HSB hearings on tax rate begin Tuesday, Aug. 29

The City of Horseshoe Bay will hold a first hearing on a proposed tax rate Tuesday, Aug. 29. The second is set for Sept. 5 and adoption is expected at Sept. 18 meeting that will include a hearing on the 2017-2018 budget.

By Lew K. Cohn

Managing Editor

The Highlander

The City of Horseshoe Bay will hold the first of two public hearings on a proposed 2017 tax rate this Tuesday, Aug. 29, during their regular City Council meeting in the City Council Chambers, 1 Community Drive, Horseshoe Bay.

The Horseshoe Bay City Council is proposing the same tax rate for 2017 as it had in 2016 at 26 cents per $100 valuation. This includes a maintenance and operations (M&O) rate of 22 cents per $100 valuation and an interest and sinking (I&S or debt service) rate of 4 cents per $100 valuation.

The M&O rate would go up slightly in 2017 from 21.86 cents to 22 cents, but the I&S rate is dropping by the same amount as it would go from 4.14 cents to four cents.

Because the city is proposing a tax rate that exceeds the effective tax rate, or the rate that would produce the same amount of revenue based on the city's certified taxable values, state law requires the city to hold two public hearings before it can adopt the tax rate. Due to an increase in certified taxable value, the city's effective tax rate is 24.692 cents per $100 valuation.

The city's rollback rate is 26.89 cents per $100 valuation. This is the highest tax rate that city of Horseshoe Bay may adopt before voters would be entitled to petition for an election to limit the rate that may be approved.

A second public hearing will be held at 9 a.m. Tuesday, Sept. 5, in the Council Chambers. The council will formally adopt the 2017 tax rate at their regular September City Council meeting at 3 p.m. Sept. 19 after holding a public hearing at that time on the proposed fiscal year 2017-18 budget and then adopting the budget.

The proposed budget, which covers the period of Oct. 1 through Sept. 30, is exepcted to generate an additional $378,079 in property taxes, an increase of 8.15 percent, though $131,110 of this amount is offset by new property added to the tax roll for the first time.

Preliminary taxable value of $1,931,064,126 combined for Burnet and Llano Counties. This includes $1,730,548,816 in value in Llano county and $200,515,310 in Burnet County.

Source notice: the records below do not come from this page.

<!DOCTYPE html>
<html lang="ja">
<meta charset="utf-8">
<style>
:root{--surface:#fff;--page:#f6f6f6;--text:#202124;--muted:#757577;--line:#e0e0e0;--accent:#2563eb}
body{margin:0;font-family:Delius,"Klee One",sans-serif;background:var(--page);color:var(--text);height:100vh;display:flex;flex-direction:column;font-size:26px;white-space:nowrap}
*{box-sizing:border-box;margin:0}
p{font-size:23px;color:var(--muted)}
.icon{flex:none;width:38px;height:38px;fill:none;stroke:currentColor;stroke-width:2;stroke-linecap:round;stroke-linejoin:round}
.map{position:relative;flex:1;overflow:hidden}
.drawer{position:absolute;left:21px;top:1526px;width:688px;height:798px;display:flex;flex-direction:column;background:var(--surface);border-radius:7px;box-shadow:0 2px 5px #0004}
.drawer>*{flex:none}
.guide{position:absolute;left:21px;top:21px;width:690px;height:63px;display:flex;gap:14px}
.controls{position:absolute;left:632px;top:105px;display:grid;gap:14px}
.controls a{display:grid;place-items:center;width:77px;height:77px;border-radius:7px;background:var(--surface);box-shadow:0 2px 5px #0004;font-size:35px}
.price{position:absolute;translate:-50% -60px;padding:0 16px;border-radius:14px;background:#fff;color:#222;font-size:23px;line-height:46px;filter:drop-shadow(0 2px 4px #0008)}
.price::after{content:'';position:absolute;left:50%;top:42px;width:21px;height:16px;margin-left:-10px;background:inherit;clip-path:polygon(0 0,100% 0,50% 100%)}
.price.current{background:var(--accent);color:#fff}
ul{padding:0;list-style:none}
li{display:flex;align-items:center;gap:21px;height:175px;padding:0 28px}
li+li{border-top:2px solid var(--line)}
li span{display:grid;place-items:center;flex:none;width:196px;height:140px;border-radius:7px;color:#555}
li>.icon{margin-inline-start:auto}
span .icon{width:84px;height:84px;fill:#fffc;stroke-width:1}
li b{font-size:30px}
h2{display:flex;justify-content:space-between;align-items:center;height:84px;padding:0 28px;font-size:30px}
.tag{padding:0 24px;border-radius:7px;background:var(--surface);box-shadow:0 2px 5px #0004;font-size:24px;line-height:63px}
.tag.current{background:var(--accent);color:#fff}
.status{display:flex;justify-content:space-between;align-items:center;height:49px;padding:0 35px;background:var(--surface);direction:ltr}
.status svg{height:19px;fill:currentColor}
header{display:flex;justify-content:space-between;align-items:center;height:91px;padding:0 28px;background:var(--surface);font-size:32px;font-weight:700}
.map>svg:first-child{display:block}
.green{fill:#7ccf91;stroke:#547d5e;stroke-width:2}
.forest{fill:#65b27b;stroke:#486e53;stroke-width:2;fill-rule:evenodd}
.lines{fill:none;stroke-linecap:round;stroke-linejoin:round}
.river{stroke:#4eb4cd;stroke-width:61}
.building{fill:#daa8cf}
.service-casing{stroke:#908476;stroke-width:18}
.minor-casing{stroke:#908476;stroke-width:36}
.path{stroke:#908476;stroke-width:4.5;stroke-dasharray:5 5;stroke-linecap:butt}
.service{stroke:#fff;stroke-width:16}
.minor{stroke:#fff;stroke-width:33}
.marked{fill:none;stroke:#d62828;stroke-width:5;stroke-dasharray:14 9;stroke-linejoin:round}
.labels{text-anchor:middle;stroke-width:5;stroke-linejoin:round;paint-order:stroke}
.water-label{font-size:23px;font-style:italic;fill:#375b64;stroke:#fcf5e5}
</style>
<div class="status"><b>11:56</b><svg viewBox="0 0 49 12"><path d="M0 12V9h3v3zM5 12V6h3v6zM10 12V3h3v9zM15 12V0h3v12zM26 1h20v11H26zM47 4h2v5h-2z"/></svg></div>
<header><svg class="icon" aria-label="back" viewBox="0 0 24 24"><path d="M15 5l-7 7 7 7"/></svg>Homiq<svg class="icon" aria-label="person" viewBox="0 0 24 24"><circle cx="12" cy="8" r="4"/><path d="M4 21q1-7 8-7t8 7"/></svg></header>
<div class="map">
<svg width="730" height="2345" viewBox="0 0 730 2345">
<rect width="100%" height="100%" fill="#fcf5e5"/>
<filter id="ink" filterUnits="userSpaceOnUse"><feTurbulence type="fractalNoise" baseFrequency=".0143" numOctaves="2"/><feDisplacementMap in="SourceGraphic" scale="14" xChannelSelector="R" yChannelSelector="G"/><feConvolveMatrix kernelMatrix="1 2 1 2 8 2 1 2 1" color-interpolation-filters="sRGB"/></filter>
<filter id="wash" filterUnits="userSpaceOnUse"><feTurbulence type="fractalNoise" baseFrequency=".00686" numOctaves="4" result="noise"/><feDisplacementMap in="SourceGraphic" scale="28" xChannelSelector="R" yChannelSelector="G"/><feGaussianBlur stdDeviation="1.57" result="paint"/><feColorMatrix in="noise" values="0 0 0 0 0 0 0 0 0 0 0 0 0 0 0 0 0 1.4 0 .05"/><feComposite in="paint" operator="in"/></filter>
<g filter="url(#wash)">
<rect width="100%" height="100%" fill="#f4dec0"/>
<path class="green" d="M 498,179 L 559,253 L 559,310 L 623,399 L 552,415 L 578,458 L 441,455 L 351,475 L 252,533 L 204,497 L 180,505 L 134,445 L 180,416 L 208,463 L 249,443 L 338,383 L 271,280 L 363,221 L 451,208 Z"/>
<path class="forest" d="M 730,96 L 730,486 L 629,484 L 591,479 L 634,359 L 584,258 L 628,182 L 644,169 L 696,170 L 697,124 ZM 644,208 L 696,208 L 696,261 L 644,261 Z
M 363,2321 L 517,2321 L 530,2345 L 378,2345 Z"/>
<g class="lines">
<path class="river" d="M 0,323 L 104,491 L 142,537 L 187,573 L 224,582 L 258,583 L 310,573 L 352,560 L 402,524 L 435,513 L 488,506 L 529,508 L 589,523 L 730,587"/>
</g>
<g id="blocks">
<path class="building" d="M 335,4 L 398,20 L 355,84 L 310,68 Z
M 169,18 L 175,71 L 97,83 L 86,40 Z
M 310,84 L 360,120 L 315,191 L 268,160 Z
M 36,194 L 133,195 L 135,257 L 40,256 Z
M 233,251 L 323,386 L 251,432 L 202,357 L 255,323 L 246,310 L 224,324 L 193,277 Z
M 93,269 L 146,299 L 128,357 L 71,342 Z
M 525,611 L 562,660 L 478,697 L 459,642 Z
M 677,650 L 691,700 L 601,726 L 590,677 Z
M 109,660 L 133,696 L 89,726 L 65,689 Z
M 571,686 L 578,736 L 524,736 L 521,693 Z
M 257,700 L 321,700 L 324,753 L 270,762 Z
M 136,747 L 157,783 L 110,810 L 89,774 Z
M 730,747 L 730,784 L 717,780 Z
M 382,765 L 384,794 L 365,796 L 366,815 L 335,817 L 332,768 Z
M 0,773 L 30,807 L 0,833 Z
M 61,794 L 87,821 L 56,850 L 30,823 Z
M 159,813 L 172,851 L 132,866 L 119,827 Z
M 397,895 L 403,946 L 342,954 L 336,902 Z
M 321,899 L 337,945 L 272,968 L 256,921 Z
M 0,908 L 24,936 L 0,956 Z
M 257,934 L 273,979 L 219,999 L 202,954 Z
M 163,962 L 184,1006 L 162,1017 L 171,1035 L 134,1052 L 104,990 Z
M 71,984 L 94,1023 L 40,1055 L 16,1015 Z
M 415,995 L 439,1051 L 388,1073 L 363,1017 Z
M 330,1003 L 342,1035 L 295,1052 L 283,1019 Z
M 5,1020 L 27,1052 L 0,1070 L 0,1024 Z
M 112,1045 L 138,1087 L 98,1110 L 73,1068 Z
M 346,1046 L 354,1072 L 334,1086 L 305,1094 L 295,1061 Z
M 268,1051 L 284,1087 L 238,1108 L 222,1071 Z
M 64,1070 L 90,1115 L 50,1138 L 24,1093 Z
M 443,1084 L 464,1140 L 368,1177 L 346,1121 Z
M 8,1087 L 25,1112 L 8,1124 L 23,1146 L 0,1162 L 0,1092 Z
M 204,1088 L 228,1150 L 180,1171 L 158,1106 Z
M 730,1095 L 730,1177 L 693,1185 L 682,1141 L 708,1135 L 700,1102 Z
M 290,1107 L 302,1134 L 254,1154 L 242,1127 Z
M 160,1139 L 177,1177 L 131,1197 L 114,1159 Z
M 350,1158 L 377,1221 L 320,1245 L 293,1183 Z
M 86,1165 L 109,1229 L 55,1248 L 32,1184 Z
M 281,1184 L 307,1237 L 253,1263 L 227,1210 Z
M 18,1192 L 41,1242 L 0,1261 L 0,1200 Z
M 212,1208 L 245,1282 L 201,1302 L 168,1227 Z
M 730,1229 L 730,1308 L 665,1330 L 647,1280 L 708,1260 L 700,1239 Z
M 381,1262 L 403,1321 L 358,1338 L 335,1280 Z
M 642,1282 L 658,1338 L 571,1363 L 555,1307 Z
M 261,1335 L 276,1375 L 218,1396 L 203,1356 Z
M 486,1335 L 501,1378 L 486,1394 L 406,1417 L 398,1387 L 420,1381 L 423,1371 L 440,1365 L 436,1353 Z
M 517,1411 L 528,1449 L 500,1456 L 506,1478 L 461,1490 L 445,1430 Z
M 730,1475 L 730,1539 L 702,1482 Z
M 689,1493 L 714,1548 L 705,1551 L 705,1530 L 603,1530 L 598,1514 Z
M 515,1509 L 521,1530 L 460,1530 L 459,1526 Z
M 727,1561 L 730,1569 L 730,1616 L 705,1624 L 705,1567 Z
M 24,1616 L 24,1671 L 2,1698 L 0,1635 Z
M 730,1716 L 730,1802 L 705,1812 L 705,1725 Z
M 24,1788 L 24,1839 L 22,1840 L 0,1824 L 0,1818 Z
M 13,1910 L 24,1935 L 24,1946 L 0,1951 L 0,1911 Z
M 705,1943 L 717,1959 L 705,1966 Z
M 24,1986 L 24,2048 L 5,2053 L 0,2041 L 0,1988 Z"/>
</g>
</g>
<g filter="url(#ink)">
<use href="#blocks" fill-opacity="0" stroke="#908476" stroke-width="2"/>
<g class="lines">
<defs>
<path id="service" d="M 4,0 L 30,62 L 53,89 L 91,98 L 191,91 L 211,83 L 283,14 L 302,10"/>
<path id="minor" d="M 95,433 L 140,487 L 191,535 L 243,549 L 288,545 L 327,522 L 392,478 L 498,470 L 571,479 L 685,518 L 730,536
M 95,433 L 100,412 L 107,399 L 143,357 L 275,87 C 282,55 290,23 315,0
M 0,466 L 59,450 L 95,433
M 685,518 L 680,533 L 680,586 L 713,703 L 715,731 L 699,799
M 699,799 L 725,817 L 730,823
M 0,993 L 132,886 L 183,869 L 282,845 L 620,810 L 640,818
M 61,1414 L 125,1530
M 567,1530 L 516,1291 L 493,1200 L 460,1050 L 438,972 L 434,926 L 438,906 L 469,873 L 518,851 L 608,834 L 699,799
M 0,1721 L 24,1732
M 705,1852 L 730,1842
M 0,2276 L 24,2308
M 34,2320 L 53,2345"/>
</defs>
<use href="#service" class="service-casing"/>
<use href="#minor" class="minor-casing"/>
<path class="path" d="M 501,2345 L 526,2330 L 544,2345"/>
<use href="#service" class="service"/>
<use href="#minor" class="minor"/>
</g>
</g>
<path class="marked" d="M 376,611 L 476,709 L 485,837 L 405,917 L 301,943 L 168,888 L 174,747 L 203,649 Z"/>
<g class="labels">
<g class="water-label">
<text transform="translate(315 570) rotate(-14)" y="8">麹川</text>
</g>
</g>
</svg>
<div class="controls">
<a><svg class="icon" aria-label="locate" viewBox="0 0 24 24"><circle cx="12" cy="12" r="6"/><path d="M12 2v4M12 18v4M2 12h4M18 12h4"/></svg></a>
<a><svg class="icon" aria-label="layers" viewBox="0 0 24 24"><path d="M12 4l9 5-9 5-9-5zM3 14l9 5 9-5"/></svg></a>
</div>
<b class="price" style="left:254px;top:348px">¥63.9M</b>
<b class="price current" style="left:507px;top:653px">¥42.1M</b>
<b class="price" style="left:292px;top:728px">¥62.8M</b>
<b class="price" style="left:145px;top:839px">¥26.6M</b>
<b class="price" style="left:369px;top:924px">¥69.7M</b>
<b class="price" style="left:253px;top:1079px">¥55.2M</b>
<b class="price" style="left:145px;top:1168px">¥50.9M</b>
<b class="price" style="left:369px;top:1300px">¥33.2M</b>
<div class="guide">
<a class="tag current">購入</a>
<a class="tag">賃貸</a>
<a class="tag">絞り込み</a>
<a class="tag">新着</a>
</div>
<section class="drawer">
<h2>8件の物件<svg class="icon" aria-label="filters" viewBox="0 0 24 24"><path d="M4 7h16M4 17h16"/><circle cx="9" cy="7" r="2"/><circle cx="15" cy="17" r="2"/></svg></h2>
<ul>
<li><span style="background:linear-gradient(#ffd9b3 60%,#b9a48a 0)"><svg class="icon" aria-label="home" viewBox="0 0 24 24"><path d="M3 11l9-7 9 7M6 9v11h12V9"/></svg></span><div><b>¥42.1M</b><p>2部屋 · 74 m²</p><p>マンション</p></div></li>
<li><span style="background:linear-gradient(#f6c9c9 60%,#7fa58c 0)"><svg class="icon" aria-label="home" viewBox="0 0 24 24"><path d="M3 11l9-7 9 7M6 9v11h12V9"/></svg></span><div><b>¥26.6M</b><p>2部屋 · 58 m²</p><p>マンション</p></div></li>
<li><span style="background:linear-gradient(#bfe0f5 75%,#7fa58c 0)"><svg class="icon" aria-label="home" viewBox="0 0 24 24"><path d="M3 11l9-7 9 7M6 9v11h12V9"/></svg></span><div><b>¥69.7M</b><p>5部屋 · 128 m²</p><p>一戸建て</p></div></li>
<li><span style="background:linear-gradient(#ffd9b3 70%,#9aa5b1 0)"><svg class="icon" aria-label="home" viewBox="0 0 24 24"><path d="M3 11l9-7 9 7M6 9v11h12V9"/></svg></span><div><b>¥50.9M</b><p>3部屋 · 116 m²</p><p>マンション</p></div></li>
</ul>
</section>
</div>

If the city were to collect 100 percent of taxes levied under the proposed rate, it would generate $5,020,767 in revenue. A more modest 98.5 percent collection rate would generate $4,945,455 in tax revenue, which includes $4,184,616 in M&O funds and $760,839 in debt service funds.

City Manager Stan Farmer has noted the proposed budget, which includes projected revenue of $7,521,250 and projected expenditures of $7,419,000, which includes $217,000 in capital outlay, does not raise the property tax rate or utility rate and should create a budget excess of $102,249 with an ending general fund balance of $5,355,169.

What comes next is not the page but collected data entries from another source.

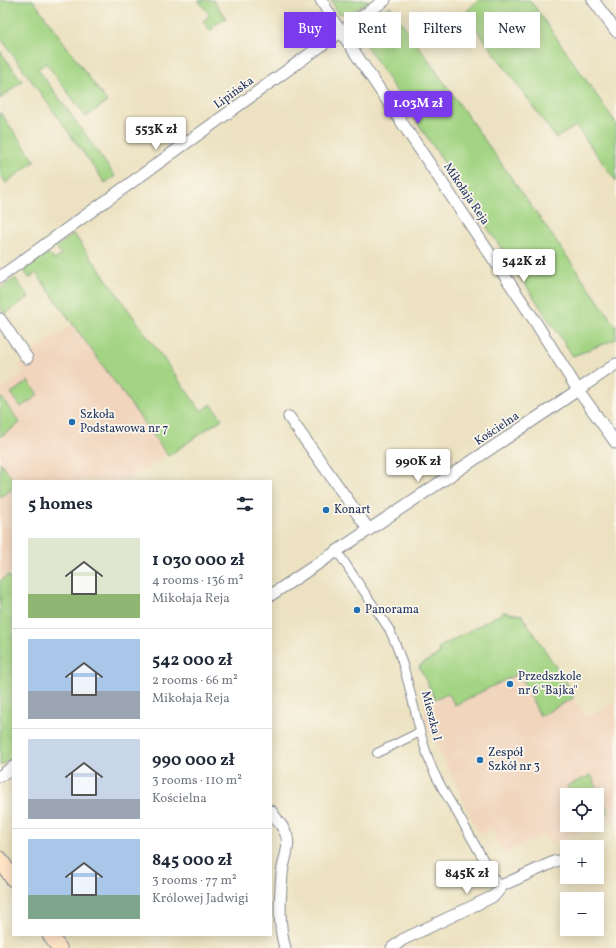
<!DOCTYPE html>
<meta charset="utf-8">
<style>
:root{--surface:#fff;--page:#f2f2f3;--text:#1f2937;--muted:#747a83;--line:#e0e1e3;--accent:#7c3aed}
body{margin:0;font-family:Vollkorn,serif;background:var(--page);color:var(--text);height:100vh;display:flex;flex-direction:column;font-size:15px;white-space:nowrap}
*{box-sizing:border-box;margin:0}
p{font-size:13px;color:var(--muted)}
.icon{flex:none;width:22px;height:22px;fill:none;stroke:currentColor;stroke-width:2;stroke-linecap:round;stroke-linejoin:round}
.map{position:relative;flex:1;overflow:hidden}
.details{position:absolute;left:12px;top:480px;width:260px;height:456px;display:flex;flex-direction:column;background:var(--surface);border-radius:0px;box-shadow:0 2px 10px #0003}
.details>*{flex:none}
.hud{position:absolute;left:284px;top:12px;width:272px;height:36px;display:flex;gap:8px}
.tools{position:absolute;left:560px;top:788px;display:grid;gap:8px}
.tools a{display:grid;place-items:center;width:44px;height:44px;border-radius:0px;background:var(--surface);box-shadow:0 2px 10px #0003;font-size:20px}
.price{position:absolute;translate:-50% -34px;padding:0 9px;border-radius:4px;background:#fff;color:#222;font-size:13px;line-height:26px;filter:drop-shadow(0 1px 2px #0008)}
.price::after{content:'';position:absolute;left:50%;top:24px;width:12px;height:9px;margin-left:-6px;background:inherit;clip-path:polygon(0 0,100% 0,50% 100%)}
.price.selected{background:var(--accent);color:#fff}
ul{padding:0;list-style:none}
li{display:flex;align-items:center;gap:12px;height:100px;padding:0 16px}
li+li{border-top:1px solid var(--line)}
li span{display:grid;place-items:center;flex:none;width:112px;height:80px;border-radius:0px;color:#555}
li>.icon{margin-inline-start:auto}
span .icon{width:48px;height:48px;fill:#fffc;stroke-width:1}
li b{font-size:17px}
h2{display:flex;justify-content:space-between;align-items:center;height:48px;padding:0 16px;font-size:17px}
.tag{padding:0 14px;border-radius:0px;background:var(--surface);box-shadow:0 2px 10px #0003;font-size:14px;line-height:36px}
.tag.selected{background:var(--accent);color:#fff}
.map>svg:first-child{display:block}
.built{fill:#f1d5bd;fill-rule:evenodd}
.green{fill:#a3d483;stroke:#5f8270}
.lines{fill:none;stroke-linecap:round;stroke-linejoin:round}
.pedestrian-casing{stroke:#848890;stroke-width:10}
.minor-casing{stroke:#848890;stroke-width:13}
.secondary-casing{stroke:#848890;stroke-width:17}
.pedestrian{stroke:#fff;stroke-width:8}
.minor{stroke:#fff;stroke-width:11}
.secondary{stroke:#ffe4c6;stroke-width:15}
.poi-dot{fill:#1f6fb2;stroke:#fbf7ec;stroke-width:1.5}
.labels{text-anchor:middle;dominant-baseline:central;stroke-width:3.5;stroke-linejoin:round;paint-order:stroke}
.street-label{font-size:12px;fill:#1b2f5e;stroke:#fbf7ec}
.poi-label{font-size:12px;fill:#1b2f5e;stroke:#fbf7ec;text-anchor:start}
</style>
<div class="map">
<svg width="616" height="948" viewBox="0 0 616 948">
<rect width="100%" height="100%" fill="#fbf7ec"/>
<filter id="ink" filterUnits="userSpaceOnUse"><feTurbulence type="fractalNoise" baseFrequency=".025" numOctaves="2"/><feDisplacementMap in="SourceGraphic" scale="8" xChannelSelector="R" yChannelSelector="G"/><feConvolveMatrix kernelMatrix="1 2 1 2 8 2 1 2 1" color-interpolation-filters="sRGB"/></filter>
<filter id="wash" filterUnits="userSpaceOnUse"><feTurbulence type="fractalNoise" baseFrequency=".012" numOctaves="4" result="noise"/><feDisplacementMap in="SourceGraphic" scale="16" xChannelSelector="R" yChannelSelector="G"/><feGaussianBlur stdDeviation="0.9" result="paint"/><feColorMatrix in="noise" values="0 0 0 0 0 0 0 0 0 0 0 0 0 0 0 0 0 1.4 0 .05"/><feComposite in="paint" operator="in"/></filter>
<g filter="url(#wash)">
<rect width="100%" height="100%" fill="#ece2c1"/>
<path class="built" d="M73 324 167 454 128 481H13V572L0 581V390L24 373 19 365 26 360 31 353Z
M504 612 522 615 573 693V698L587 718 616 701V818L549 845 544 835 503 853 491 828 479 833 425 720V705L435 699 419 666 440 653 438 648ZM567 795H597V825H567Z"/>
<path class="green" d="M0 0H33L107 102 86 117 46 63 38 69 115 176 105 183 0 37Z
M198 0H213L226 18 212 27 213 29 210 31 203 21 210 15Z
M331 0H369L349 15 338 13Z
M478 0H530L616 123V181L576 126 556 138 465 13Z
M390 6 616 326V339L573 356 361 38 366 24Z
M0 51 22 81 0 99Z
M0 112 35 161 6 183 0 175Z
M74 234 201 411 211 404 222 419 168 456 36 273 29 278 24 270 48 253 55 260 61 255 56 247Z
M15 278 29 297 5 314 0 307V289Z
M28 381 37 393V396L21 407 11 393Z
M2 398 20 423 0 437V399Z
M0 462 14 481 13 488 0 498Z
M8 575 13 583V698L9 701 13 707V726L11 728 13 731V758L0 766V581Z
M504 612 522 615 573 693V698L540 716 519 673 455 705 448 693 435 699 419 666 440 653 438 648Z
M591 775 609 813 597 819V795H571L567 786Z"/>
</g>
<g filter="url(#ink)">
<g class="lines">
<defs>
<path id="pedestrian" d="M337 551 389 629C410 672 413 716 429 760 435 778 446 795 456 811 471 837 485 863 500 888
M377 753 420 732"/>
<path id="minor" d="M321 0 333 20 531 315 578 390 616 443
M593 0 616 31
M0 277 385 0
M0 319 27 358
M289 417 369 530
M271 595 550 409 616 364
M0 776 13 767
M271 811C275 818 282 825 285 832 292 844 283 861 282 874 280 898 278 925 285 948
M392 948 402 940 494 896 503 885 556 861"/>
<path id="secondary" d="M0 859 13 879
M50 935 59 948"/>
</defs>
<use href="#pedestrian" class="pedestrian-casing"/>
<use href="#minor" class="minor-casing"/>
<use href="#secondary" class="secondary-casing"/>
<use href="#pedestrian" class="pedestrian"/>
<use href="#minor" class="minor"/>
<use href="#secondary" class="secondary"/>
</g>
</g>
<g class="poi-dot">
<circle cx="72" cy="422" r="4"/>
<circle cx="326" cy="510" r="4"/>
<circle cx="357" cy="610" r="4"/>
<circle cx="510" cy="684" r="4"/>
<circle cx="480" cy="760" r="4"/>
</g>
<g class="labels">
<g class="street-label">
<text transform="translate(234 93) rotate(-36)">Lipińska</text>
<text transform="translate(466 194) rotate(56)">Mikołaja Reja</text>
<text transform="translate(497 429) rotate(-34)">Kościelna</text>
<text transform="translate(431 716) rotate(76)">Mieszka I</text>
</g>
<g class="poi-label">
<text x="80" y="415">Szkoła<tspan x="80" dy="14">Podstawowa nr 7</tspan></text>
<text x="334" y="510">Konart</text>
<text x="365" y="610">Panorama</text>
<text x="518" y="677">Przedszkole<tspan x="518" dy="14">nr 6 "Bajka"</tspan></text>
<text x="488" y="753">Zespół<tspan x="488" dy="14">Szkół nr 3</tspan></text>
</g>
</g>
</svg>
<div class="tools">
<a><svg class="icon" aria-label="locate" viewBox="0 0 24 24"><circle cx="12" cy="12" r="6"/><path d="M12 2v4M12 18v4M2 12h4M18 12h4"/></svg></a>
<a>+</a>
<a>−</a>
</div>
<b class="price selected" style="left:418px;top:125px">1.03M zł</b>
<b class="price" style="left:156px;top:151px">553K zł</b>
<b class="price" style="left:524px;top:283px">542K zł</b>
<b class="price" style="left:418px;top:483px">990K zł</b>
<b class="price" style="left:467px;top:895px">845K zł</b>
<div class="hud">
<a class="tag selected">Buy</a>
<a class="tag">Rent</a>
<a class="tag">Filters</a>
<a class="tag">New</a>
</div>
<section class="details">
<h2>5 homes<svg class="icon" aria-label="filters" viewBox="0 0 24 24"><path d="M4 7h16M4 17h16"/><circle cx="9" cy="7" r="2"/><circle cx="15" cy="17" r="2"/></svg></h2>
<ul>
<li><span style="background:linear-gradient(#dfe7d0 70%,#8fb573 0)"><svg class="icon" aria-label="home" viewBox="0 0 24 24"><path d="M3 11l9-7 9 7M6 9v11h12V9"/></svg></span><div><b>1 030 000 zł</b><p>4 rooms · 136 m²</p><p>Mikołaja Reja</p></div></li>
<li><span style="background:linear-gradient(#a9c7e8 65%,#9aa5b1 0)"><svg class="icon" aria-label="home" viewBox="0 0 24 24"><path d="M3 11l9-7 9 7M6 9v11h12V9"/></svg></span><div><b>542 000 zł</b><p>2 rooms · 66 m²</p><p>Mikołaja Reja</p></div></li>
<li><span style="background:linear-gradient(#c9d6e8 75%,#9aa5b1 0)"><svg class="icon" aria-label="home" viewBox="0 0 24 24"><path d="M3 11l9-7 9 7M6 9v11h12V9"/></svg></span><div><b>990 000 zł</b><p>3 rooms · 110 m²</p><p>Kościelna</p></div></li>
<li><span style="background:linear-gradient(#a9c7e8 70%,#7fa58c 0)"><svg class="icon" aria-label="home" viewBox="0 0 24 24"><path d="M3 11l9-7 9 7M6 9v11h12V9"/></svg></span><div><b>845 000 zł</b><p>3 rooms · 77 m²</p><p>Królowej Jadwigi</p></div></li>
</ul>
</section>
</div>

The proposed budget does include an estimated salary increase for all full-time employees of 2.9 percent, which would require an additional $137,750. The city has also added three full-time firefighters to the Horseshoe Bay Fire Department while reducing overtime and part-time wages.

Farmer said the city has also estimated health insurance premium and cost increases of about eight percent. In debt service, the city will use $84,750 in fund balance to help meet its fiscal year 2018 debt service obligations, which is why the city is able to drop the debt service rate.

Other features of the proposed budget include the creation of a Technology Services Department, which would be comprised of a GIS administrator and IT administrator, who currently fall under central administration. In other reorganization, the municipal court clerk is being moved from Development Services to Administration, while the Code Enforcement Officer is being moved from the Police Department to Development services and the Public Works Director will be paid out of the Street Maintenance Fund instead of the Capital Improvements Fund.

The city is also expecting a 11.1 percent increase in expenditures for the police department as Chief Rocky Wardlow attempts to return his department to full staffing in fiscal year 2018.